Auteur : Sébastien Valverde
Au centre de la mise en place de la révolution doublement verte se trouvent l’agriculteur et les actions qu’il peut entreprendre sur son exploitation pour augmenter ses rendements agricoles tout en conservant l’écosystème. Il s’agit de rationaliser la pression que le producteur exerce sur ses terres en vue de maintenir les capacités productives. Par exemple, par le travail de l’homme, un apport de matière organique morte, tels que les résidus végétaux ou animaux, alimenterait la fertilité des sols et serait à nouveau résorbé par la plante et utilisé pour la constitution d’une nouvelle biomasse, constituant ainsi un flux artificiel utile.

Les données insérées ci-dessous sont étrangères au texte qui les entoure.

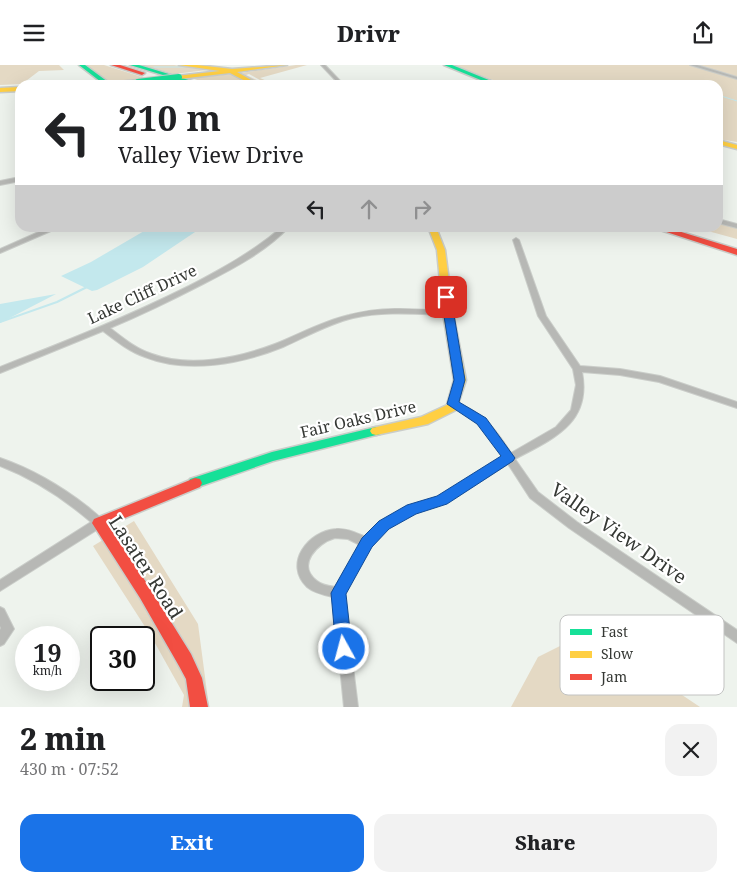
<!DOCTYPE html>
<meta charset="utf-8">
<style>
:root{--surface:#fff;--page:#f2f2f2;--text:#202124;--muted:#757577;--accent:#1a73e8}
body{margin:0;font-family:"Noto Serif",serif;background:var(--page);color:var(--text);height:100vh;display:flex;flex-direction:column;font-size:19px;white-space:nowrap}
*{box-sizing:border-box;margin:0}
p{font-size:16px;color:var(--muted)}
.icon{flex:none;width:28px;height:28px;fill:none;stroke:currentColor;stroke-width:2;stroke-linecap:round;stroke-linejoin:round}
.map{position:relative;height:642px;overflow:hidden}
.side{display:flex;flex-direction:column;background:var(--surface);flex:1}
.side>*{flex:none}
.banner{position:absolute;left:15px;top:15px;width:708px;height:152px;border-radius:15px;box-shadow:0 5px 20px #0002;background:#fff;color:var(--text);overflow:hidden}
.speed{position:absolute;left:15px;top:561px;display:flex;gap:10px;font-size:25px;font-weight:700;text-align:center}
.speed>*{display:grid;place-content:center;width:65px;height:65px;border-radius:50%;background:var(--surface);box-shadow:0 5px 20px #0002;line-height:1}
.speed small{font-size:12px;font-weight:400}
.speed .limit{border:2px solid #111;border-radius:8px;background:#fff;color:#111}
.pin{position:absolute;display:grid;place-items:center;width:42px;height:42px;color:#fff;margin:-21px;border-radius:10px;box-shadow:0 2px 8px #0006}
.me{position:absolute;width:55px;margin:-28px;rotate:353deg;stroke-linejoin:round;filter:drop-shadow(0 0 4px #0008)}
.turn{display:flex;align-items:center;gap:18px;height:105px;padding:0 20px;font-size:22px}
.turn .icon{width:65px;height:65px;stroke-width:2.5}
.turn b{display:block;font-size:35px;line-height:42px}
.lanes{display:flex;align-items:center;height:48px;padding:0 20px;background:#0003;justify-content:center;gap:25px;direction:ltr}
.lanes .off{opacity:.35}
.round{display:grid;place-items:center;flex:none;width:52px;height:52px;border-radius:15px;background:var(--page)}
.headline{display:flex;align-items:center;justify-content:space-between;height:85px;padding:0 20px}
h1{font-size:30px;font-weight:800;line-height:38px}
.button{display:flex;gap:10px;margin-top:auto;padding:10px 20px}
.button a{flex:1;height:58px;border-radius:15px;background:var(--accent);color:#fff;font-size:20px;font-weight:800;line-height:58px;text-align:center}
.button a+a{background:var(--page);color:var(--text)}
header{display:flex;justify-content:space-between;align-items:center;height:65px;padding:0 20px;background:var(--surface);font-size:22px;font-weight:800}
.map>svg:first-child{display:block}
.green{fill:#e4d9c4}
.water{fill:#c3e8ed}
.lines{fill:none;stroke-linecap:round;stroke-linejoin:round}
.stream-far1{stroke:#c3e8ed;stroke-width:1}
.stream{stroke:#c3e8ed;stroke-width:2}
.street-casing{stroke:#cacdc9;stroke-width:2}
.fast-casing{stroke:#cacdc9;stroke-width:3}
.slow-casing{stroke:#cacdc9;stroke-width:3}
.jam-casing{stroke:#cacdc9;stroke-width:3}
.street{fill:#b7b8b5;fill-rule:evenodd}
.fast{fill:#16e098;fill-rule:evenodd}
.slow{fill:#ffcf43;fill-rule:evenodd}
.jam{fill:#f24e42;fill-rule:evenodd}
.fast-bridge-casing{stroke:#cacdc9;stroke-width:8;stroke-linecap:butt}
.fast-bridge{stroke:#16e098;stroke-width:6}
.route{fill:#1a73e8;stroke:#114b97}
.labels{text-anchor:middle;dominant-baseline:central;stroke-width:4.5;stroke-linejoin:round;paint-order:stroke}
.street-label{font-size:16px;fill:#353834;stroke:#fff}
.near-street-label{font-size:19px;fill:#353834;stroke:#fff}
.key{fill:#fff;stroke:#c2c3c2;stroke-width:1}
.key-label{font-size:14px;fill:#353834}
</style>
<header><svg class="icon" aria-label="menu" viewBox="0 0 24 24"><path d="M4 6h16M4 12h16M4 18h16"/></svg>Drivr<svg class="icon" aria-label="share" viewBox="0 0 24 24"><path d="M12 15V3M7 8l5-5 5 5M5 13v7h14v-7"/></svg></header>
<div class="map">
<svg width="737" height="642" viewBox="0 0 737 642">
<rect width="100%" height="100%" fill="#eef3ed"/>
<path class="green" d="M0 0H59L64 5 39 6 22 19 0 20Z
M85 0H104L145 13 110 17Z
M142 0H174L207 5 174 9Z
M296 0H307L260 13 276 20 260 15 249 9 246 10 267 20H261L240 9 247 7Z
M454 0H737V77L718 74V20H506Z
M233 9 253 20H211L192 13Z
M718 157 737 163V174L697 163 718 162Z
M134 456 198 559 209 642H182L184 630 151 571 93 481Z
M588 567 700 642H511L538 592Z"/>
<path class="water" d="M151 162 201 163 143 202 97 225 92 226 61 211 91 197Z
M56 229 0 258V239Z"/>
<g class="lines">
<path class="stream-far1" d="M154 2H184
M718 30 737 36"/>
<path class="stream" d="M0 257 57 237 87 222"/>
<defs>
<path id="street" d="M321 0H325L344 20H340Z
M690 0H697L737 12V14Z
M20 112V116L0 120V116Z
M718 154 737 159V163L718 158Z
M50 162H60L0 188V184Z
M282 162H289C265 187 233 204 203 219 172 235 141 250 110 263 123 273 136 284 152 289 190 303 238 293 275 279 300 269 323 256 349 250 382 241 415 244 448 246L452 248 448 250C416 249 384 246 353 253 328 259 306 272 283 282 241 299 188 309 145 292 130 287 116 276 103 266L0 308V302C64 277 127 252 189 221 221 204 253 187 282 162Z
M516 173 519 175 546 251 580 301 620 304 660 311 737 337V343L659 317 620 310 582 307C592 358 553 374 515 394L538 427 577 457 737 565V578L569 463 530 433 508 399 446 438 415 447 388 463 371 481 344 529 358 642H344L333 532C324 530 314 528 307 522 283 499 308 466 336 464 346 463 356 468 366 472L380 457 408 441 439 432 503 392C486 365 479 355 450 341L448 339 450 337C455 336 459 338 464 341 486 351 498 368 511 388L556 362 571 345 576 320 573 304 538 251 513 175ZM335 473 348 474 360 480 335 522C329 521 322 520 317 516 296 500 317 478 335 473Z
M0 393C32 404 61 421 88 442 93 447 101 451 104 458L103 461 0 526V515L91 457C64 434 34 414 0 401Z
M0 542 4 544 14 564 4 579 0 581V565L1 563 0 561Z"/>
<path id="fast" d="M79 0H85L112 20H105Z
M130 0H139L205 20H196Z
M444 0H452L501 20H493Z
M376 362 380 363 382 366 380 369 273 396 195 423 190 422 188 418 190 414 272 387Z"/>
<path id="slow" d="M179 0H197L232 4 287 0 237 7 260 20H253L230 8 179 14 177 11 220 6Z
M20 22V26L0 27V23Z
M718 75 737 80V84L718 79Z
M428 162H436L445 185 453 248 466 315 456 345 428 359 376 370 372 369 370 366 372 363 421 352 447 340 454 315 443 248 437 185Z"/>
<path id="jam" d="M111 0H120L145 8 142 10Z
M138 15 140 18 106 20 109 18Z
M651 162H665L737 184V190Z
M195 413 200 414 202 418 200 422 108 460 150 523 191 589 202 613 208 642H190L186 614 179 601 140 533 92 458 94 454Z"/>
</defs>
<use href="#street" class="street-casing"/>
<use href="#fast" class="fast-casing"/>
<use href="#slow" class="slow-casing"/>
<use href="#jam" class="jam-casing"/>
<use href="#street" class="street"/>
<use href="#fast" class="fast"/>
<use href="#slow" class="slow"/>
<use href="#jam" class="jam"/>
<defs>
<path id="fast-bridge" d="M138 17 179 12"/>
</defs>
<use href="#fast-bridge" class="fast-bridge-casing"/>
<use href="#fast-bridge" class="fast-bridge"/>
</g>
<path class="route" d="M442 230H449L451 232 465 315 459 337 486 353 515 393 513 396 447 439 416 449 389 464 372 482 346 529 352 584 349 589 344 592 338 589 336 584 331 528 362 473 379 456 407 440 437 431 501 391 477 359 447 339 454 315 441 232Z"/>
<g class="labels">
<g class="street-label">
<text transform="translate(142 229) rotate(-25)">Lake Cliff Drive</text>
<text transform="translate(358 354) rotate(-13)">Fair Oaks Drive</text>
</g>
<g class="near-street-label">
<text transform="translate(619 468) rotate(35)">Valley View Drive</text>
<text transform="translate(146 502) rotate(57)">Lasater Road</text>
</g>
</g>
<rect x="560" y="550" width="164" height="80" rx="8" class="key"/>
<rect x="570" y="564" width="22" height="6" fill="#16e098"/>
<rect x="570" y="586" width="22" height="7" fill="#ffcf43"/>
<rect x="570" y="609" width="22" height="6" fill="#f24e42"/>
<g class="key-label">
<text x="601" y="572">Fast</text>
<text x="601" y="594">Slow</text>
<text x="601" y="617">Jam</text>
</g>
</svg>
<div class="speed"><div>19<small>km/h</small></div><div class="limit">30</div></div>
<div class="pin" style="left:446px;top:232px;background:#d93025"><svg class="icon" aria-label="arrive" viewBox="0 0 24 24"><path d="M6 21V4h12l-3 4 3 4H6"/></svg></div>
<svg class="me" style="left:344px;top:584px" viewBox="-20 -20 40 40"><circle r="17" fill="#1a73e8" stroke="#fff" stroke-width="3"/><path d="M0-11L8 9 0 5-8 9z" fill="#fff"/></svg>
<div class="banner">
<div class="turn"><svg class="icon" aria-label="left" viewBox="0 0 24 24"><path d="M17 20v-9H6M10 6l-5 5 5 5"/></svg><div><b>210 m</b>Valley View Drive</div></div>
<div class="lanes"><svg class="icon" aria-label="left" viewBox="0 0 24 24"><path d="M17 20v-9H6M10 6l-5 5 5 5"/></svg><svg class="icon off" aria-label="ahead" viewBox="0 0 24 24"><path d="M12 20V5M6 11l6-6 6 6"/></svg><svg class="icon off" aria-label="right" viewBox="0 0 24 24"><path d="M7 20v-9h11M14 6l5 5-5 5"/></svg></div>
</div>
</div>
<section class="side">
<div class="headline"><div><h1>2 min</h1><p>430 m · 07:52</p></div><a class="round"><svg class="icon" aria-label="close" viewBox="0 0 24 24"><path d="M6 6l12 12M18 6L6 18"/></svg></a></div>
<div class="button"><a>Exit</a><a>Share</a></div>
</section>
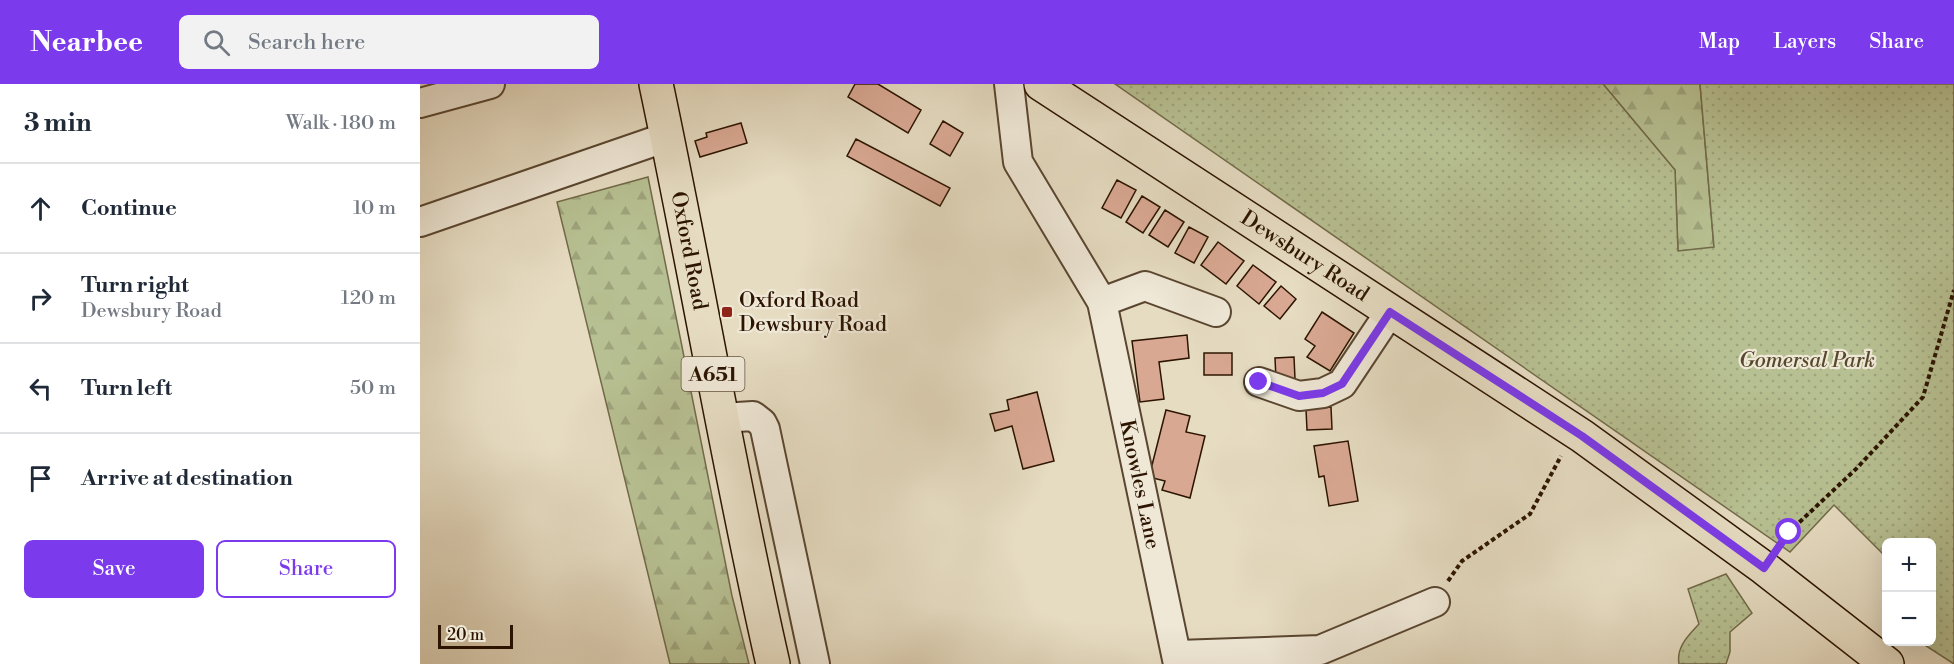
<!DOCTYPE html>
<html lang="en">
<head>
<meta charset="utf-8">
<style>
	body { margin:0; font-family:"Libre Bodoni",serif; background:#f2f2f3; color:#1f2937 }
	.controls { position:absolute; right:18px; bottom:18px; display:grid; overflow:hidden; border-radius:9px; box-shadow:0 6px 24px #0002 }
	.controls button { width:54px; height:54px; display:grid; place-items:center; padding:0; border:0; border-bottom:2px solid #e0e1e3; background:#fff; color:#1f2937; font:30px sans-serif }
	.scale { position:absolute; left:18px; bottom:15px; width:75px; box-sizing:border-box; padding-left:6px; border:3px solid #2c1400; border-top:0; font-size:16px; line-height:21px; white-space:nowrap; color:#2c1400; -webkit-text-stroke:4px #efe8d7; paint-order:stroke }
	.stop { position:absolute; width:18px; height:18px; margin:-14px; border:4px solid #7c3aed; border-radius:50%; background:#fff }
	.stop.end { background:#7c3aed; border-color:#fff; box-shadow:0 2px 6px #0008 }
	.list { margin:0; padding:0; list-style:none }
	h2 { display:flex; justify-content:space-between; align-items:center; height:78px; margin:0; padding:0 24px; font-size:26px }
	h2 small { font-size:20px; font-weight:400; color:#747a83 }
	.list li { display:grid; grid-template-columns:39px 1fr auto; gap:18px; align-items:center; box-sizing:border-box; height:90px; padding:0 24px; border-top:2px solid #e0e1e3 }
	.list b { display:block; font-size:22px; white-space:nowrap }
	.list p { margin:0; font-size:20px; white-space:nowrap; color:#747a83 }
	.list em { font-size:20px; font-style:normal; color:#747a83 }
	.actions { display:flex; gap:12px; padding:18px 24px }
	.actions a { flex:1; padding:14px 0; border:2px solid #7c3aed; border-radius:9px; text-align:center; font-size:21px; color:#7c3aed }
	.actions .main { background:#7c3aed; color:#fff }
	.icon { flex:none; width:33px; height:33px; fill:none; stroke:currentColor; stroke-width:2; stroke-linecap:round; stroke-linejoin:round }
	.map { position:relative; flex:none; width:1534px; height:580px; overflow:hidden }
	header { display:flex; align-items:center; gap:36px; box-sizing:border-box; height:84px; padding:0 30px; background:#7c3aed; color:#fff }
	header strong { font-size:28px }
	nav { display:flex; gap:33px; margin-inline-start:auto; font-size:21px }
	.search { width:420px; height:54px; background:#f2f2f3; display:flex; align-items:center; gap:15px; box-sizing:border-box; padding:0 21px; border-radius:9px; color:#747a83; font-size:22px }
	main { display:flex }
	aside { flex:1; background:#fff }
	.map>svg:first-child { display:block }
</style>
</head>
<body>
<header>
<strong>Nearbee</strong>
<div class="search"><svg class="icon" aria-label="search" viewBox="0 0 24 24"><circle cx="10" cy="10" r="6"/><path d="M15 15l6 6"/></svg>Search here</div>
<nav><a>Map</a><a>Layers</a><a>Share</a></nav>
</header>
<main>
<aside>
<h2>3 min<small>Walk · 180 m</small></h2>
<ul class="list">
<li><svg class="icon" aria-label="ahead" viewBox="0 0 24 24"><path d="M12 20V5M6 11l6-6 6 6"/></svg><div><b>Continue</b></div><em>10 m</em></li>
<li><svg class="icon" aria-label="right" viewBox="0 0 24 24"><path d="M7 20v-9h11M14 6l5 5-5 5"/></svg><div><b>Turn right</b><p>Dewsbury Road</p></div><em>120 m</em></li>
<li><svg class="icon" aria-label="left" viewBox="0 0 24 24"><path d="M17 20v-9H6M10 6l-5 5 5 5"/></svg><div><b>Turn left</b></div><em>50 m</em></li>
<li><svg class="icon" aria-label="arrive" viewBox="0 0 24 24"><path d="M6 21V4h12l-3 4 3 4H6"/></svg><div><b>Arrive at destination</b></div></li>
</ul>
<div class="actions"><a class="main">Save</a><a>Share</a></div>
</aside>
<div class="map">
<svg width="1534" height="580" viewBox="0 0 1534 580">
	<defs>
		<pattern id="forest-firs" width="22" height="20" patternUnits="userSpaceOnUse" patternTransform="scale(1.5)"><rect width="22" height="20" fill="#b7c092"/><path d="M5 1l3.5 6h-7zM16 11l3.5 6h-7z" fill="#9ea47c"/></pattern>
		<pattern id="park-dots" width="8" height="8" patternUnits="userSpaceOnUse" patternTransform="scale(1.5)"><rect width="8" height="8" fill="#b7c092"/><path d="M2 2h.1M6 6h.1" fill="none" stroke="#9ea47c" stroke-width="1.8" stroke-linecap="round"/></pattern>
	</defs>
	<rect width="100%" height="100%" fill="#e6dcc2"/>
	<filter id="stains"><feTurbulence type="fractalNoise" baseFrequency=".00333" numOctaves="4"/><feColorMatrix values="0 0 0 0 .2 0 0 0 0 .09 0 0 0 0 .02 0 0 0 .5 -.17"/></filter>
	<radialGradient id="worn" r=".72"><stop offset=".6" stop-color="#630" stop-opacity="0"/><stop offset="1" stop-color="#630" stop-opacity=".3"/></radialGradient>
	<path fill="url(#forest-firs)" stroke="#726a49" stroke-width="1.5" d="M1183,0H1280L1294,164L1258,167L1255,86Z
		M228,93L312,512L329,580H250L137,118Z"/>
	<path fill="url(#park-dots)" stroke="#726a49" stroke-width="1.5" d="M695,0H1183L1255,86L1258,167L1294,163L1280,0H1534V580L1500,558H1512V458H1466V473L1414,421L1370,468Z
		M1306,490L1332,529L1310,548V568L1306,580H1259C1256,563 1268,552 1279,540L1268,505Z"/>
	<path fill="#d9a893" stroke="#2c1400" stroke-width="1.5" d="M435,0H458L501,26L488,49L428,13Z
		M523,37L543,49L530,72L510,60Z
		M321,39L327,59L280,73L275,57L287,53L286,49Z
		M436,55L530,104L520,122L427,72Z
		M697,96L716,106L701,134L682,124Z
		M722,112L740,123L723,149L706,138Z
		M745,126L764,138L748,163L729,151Z
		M769,143L788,153L774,179L755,169Z
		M798,158L824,177L806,200L781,181Z
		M833,181L856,198L839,220L817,202Z
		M861,202L876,215L860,235L844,222Z
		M902,228L934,249L910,287L887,273L895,262L885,255Z
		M767,251L769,274L739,278L744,315L720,318L712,257Z
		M784,269H812V291H784Z
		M874,273L875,295H856L855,274Z
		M617,308L634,377L603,385L592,342L575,347L570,330L589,326L587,316Z
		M911,323L912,345L887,346L886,325Z
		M746,326L770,332L766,348L785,352L770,414L742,406L745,397L729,393Z
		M928,357L938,417L909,422L904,392L899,393L894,362Z"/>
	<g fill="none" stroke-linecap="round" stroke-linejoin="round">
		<g stroke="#5a4630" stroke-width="32">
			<g id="minor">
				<path id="s1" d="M589,0L598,78L682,218L758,580"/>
				<path d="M0,19L70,0"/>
				<path d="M0,138L247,53"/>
				<path d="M682,218L725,202L796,228"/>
				<path d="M839,298L879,312L903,309L922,300L970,228"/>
				<path d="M302,334L333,332L342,339L345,345L395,580"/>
				<path d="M758,571L900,566L1015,518"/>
			</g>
		</g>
		<g stroke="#2c1400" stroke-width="36">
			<g id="major">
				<path id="s2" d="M236,0C277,193 309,388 353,580"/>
				<path id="s3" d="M621,0L1162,352L1344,484L1467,580"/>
			</g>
		</g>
		<path stroke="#2c1400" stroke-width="4" stroke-dasharray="4.5 3" stroke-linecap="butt" d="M1360,461L1369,448L1436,385L1503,313L1534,206
			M1028,497L1042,477L1110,430L1141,372"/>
		<use href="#minor" stroke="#efe8d7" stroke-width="28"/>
		<use href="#major" stroke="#e6dcc2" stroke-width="33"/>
	</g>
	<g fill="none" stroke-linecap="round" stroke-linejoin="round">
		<path stroke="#7c3aed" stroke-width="8" d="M839,298L879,312L903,309L922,300L970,228L1162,352L1344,484L1369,448"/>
	</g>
	<rect fill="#8f2418" stroke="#efe8d7" stroke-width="2" x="301" y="222" width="12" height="12" rx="3"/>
	<g text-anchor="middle" stroke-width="4.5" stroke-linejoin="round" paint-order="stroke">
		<rect fill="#efe8d7" stroke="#665440" stroke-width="1.5" x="261.5" y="273" width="63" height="34" rx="4.5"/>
		<g font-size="20" font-weight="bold" fill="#2c1400">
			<text x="293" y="297">A651</text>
		</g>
		<g font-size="21" fill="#2c1400" stroke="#efe8d7">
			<text dy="7" stroke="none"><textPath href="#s2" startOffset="170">Oxford Road</textPath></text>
			<text dy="7" stroke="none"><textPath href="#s3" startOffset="315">Dewsbury Road</textPath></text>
			<text dy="7" stroke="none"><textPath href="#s1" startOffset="428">Knowles Lane</textPath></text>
		</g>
		<g font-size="21" fill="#2c1400" stroke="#efe8d7" text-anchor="start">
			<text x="319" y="223">Oxford Road<tspan x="319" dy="24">Dewsbury Road</tspan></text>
		</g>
		<g font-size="21" font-style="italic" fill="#56482c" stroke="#efe8d7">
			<text x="1387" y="283">Gomersal Park</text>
		</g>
	</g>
	<rect width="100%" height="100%" filter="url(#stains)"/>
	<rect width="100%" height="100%" fill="url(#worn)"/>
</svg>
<div class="controls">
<button>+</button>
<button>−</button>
</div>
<div class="scale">20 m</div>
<div class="stop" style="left:1369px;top:448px"></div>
<div class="stop end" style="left:839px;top:298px"></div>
</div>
</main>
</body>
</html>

D’autre part, le travail de désherbage par l’exploitant est une opération où de nombreux paramètres interviennent et qui nécessite un raisonnement complexe afin d’adopter une stratégie qui prenne en compte les contraintes environnementales et économiques. Des solutions multiples peuvent être adaptées à la situation individuelle de chaque parcelle (type de sol, type de technique culturale, place de la parcelle dans l’environnement…), permettant d’extérioriser au mieux la production en limitant à un niveau acceptable la concurrence des mauvaises herbes. Or ce travail de réflexion suppose une connaissance de l’agro-écosystème, une surveillance de son état, une maîtrise des techniques et des disponibilités en engrais et en pesticides, ainsi que des disponibilités en temps. Par exemple, un des facteurs dont il faut tenir compte est le seuil au dessous duquel le manque à gagner en terme de production est inférieur au coût du désherbage.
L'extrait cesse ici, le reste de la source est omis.